**Problem to work on:**
Report every line of the data where the string "image" appears.

**Exercise material:**
++++++++

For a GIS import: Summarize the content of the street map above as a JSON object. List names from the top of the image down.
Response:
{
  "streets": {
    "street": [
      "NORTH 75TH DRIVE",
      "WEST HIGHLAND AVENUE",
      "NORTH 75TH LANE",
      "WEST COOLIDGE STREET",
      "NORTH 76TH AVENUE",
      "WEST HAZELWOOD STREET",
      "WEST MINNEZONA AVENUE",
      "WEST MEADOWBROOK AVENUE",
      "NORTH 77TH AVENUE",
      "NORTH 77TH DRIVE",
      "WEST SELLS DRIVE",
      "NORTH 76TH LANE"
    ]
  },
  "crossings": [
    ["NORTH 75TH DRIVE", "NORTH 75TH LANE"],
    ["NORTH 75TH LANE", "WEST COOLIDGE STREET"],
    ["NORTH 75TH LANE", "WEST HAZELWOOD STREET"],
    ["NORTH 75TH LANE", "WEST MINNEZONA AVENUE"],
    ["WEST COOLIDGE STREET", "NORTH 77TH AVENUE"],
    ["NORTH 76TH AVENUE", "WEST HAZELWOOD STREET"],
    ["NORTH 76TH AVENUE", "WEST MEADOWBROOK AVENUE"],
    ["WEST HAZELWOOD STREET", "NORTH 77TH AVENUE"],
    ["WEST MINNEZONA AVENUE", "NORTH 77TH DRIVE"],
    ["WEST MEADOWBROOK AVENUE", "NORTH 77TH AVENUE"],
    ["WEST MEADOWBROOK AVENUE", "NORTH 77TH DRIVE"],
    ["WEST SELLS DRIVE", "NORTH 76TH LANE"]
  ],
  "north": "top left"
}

++++++++

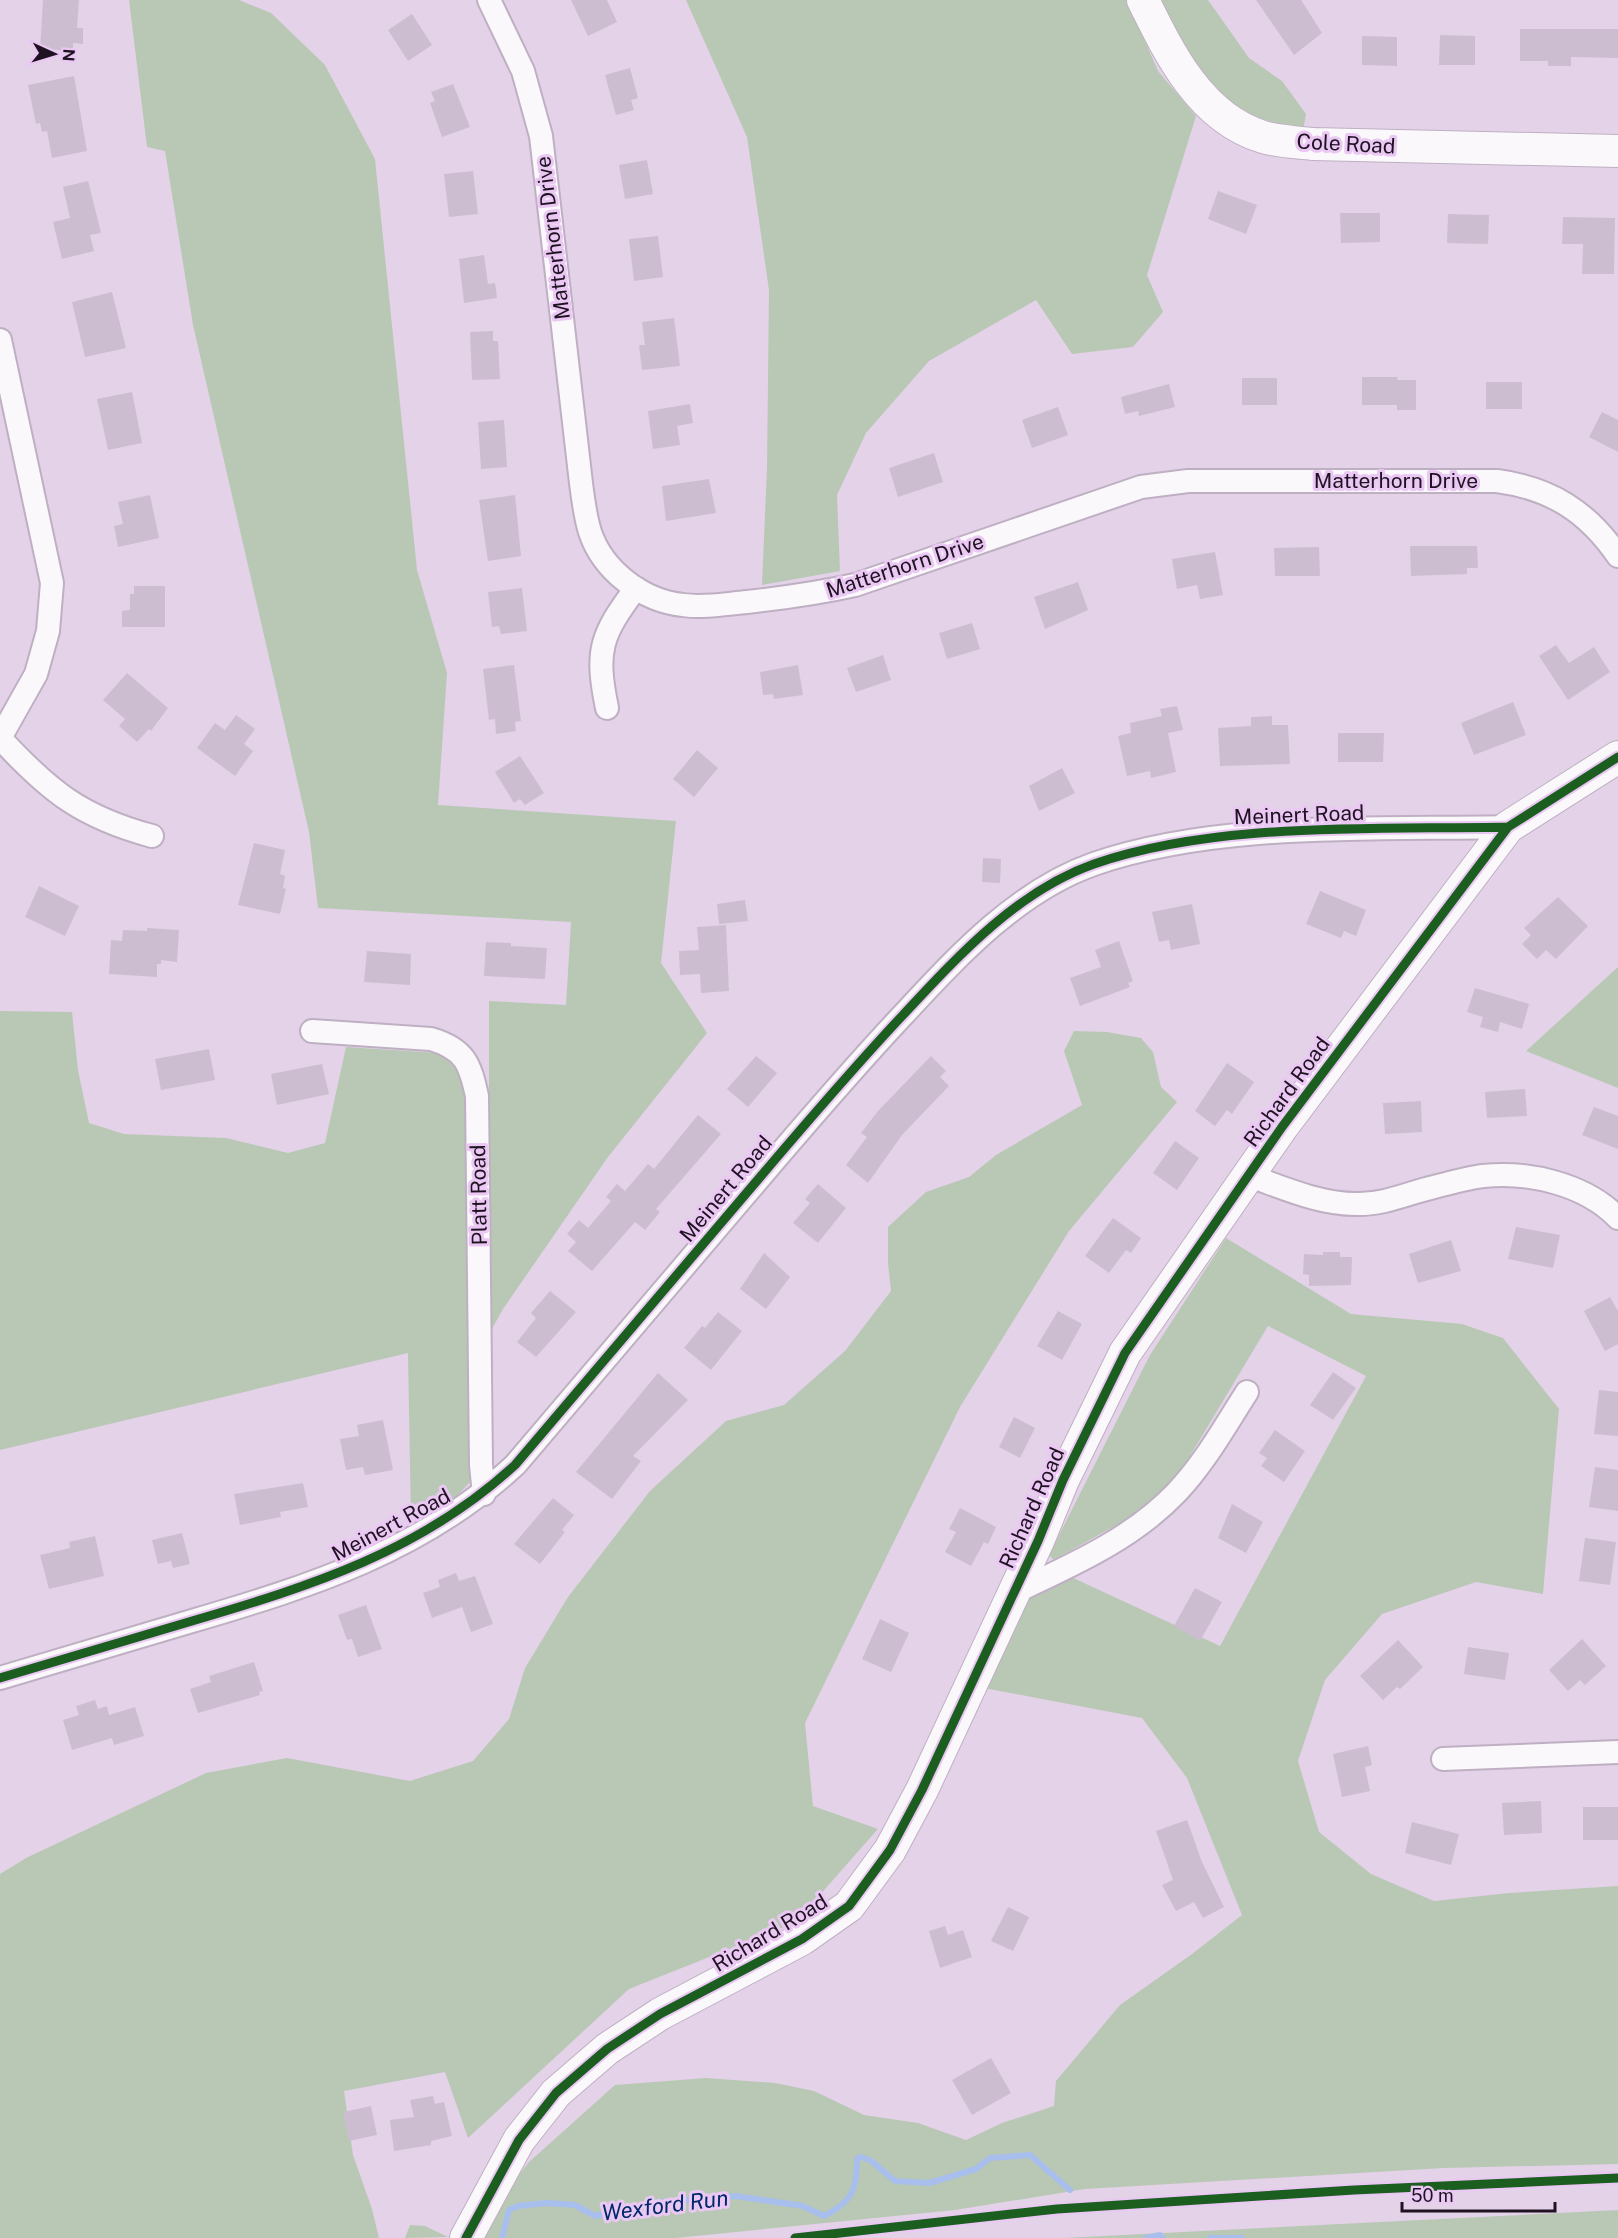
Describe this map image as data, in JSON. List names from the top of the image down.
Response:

++++++++

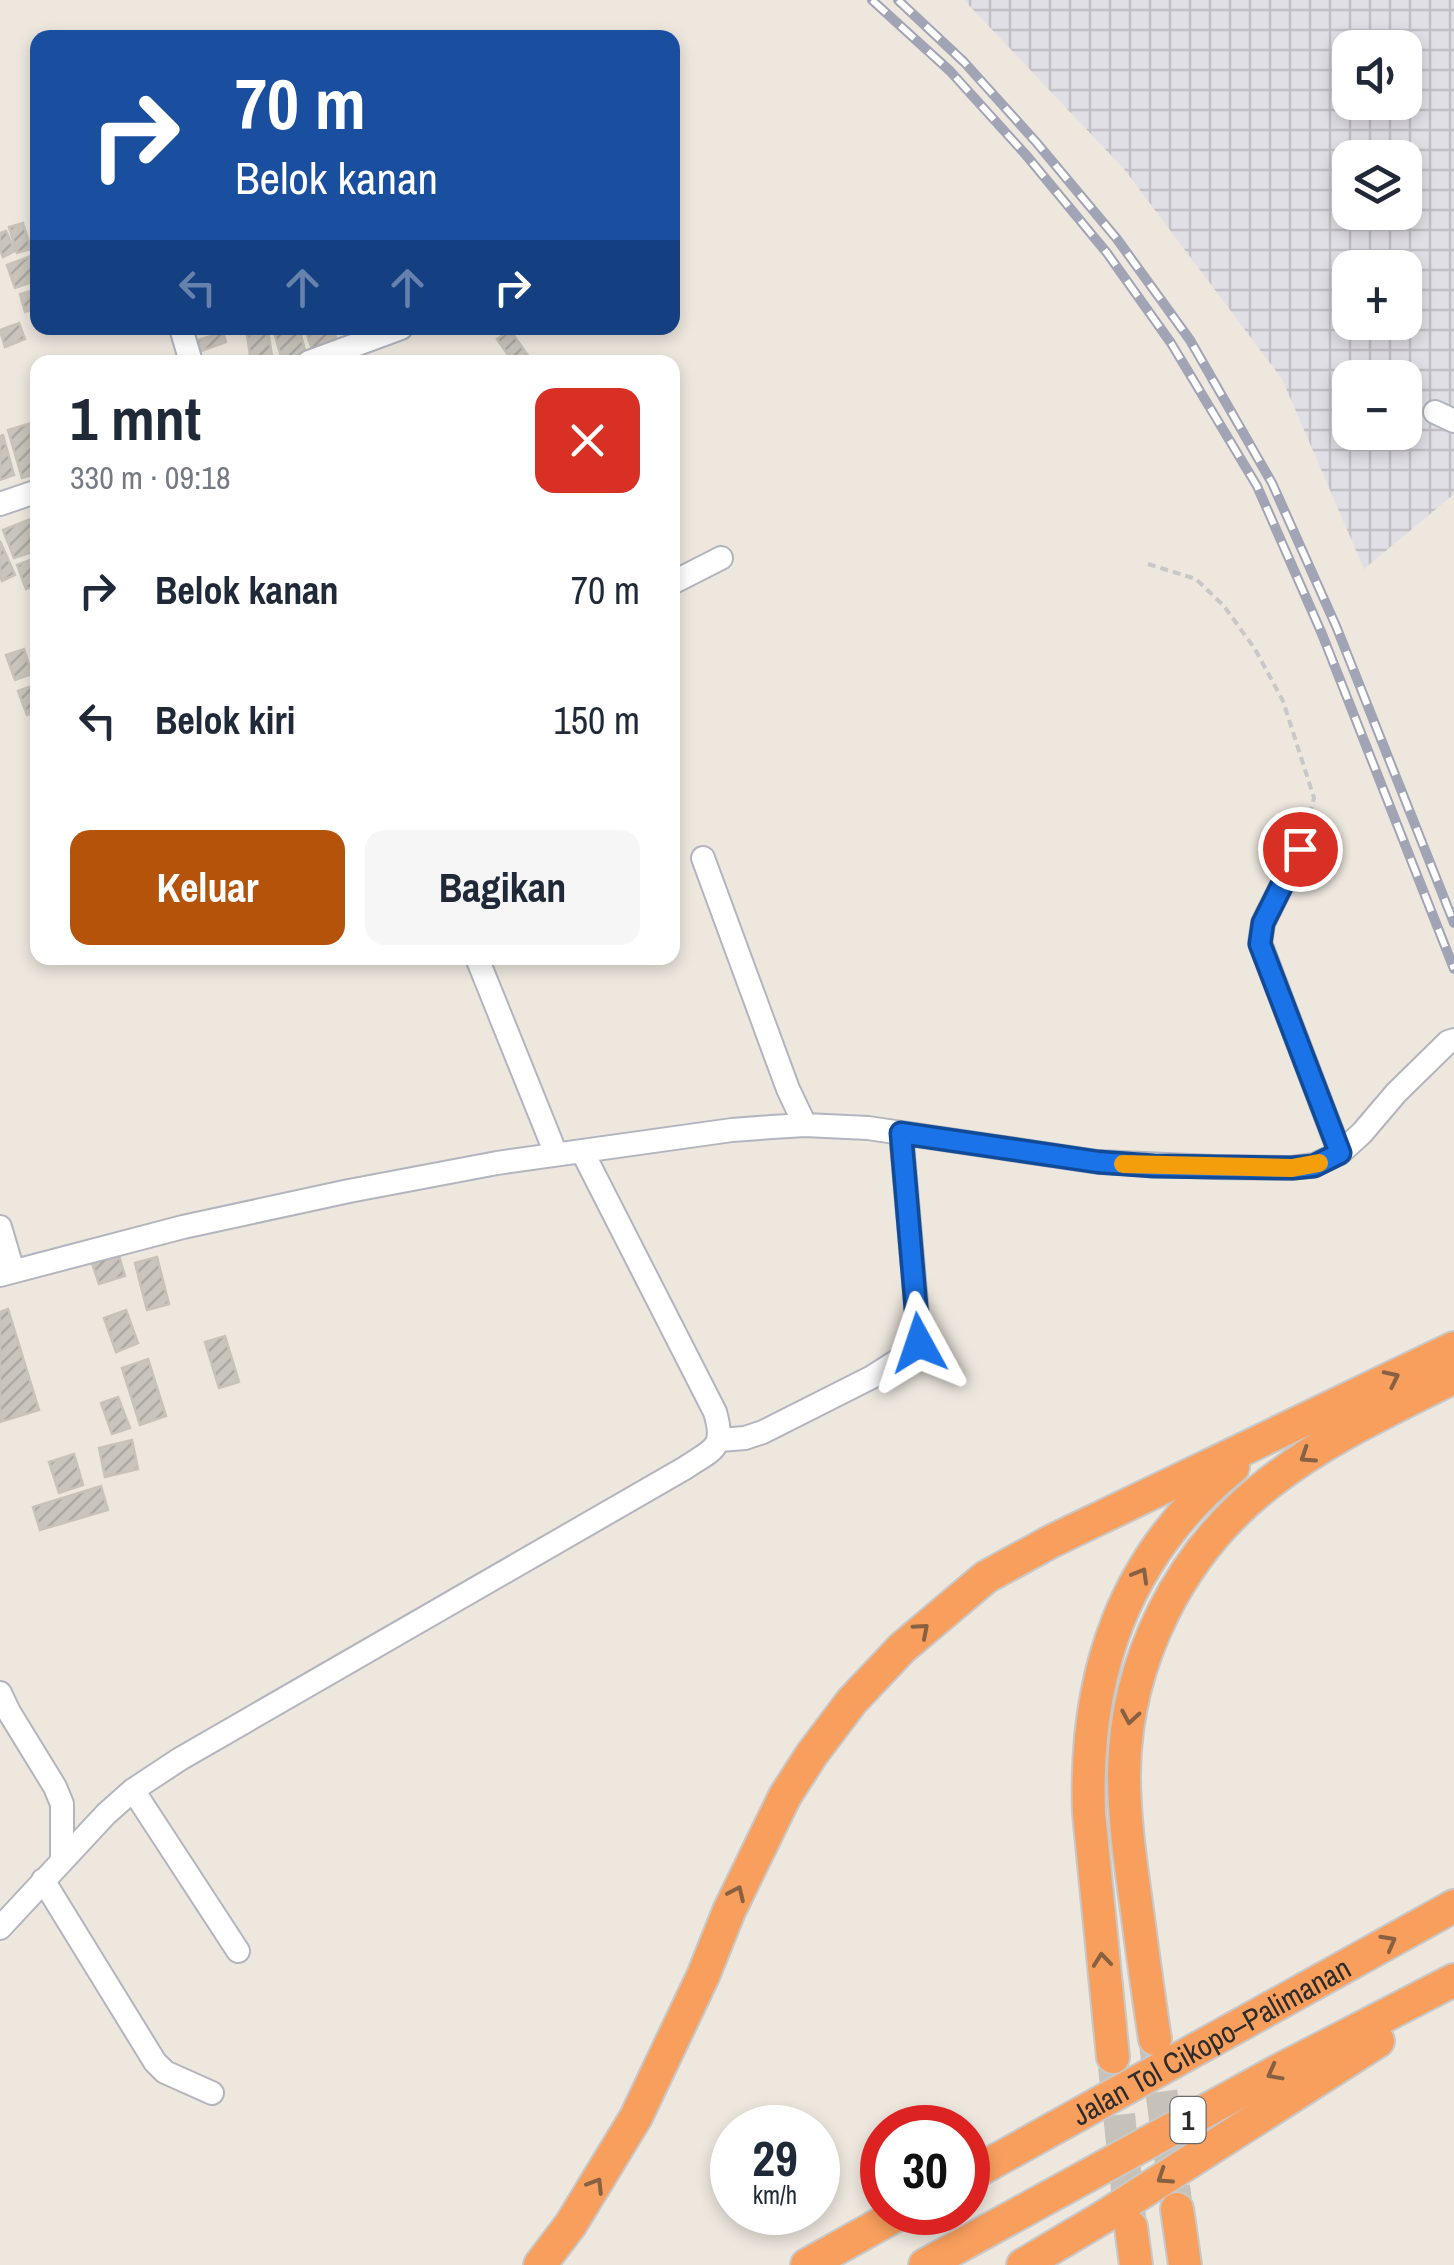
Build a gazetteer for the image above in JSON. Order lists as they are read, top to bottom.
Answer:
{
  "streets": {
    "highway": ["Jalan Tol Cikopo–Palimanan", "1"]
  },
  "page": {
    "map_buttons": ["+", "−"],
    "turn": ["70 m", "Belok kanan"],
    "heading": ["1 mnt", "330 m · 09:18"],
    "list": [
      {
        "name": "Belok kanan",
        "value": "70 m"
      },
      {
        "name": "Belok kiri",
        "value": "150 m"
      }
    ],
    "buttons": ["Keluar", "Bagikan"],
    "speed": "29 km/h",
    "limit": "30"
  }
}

++++++++

**Output of the task:**
For a GIS import: Summarize the content of the street map above as a JSON object. List names from the top of the image down.
Describe this map image as data, in JSON. List names from the top of the image down.
Build a gazetteer for the image above in JSON. Order lists as they are read, top to bottom.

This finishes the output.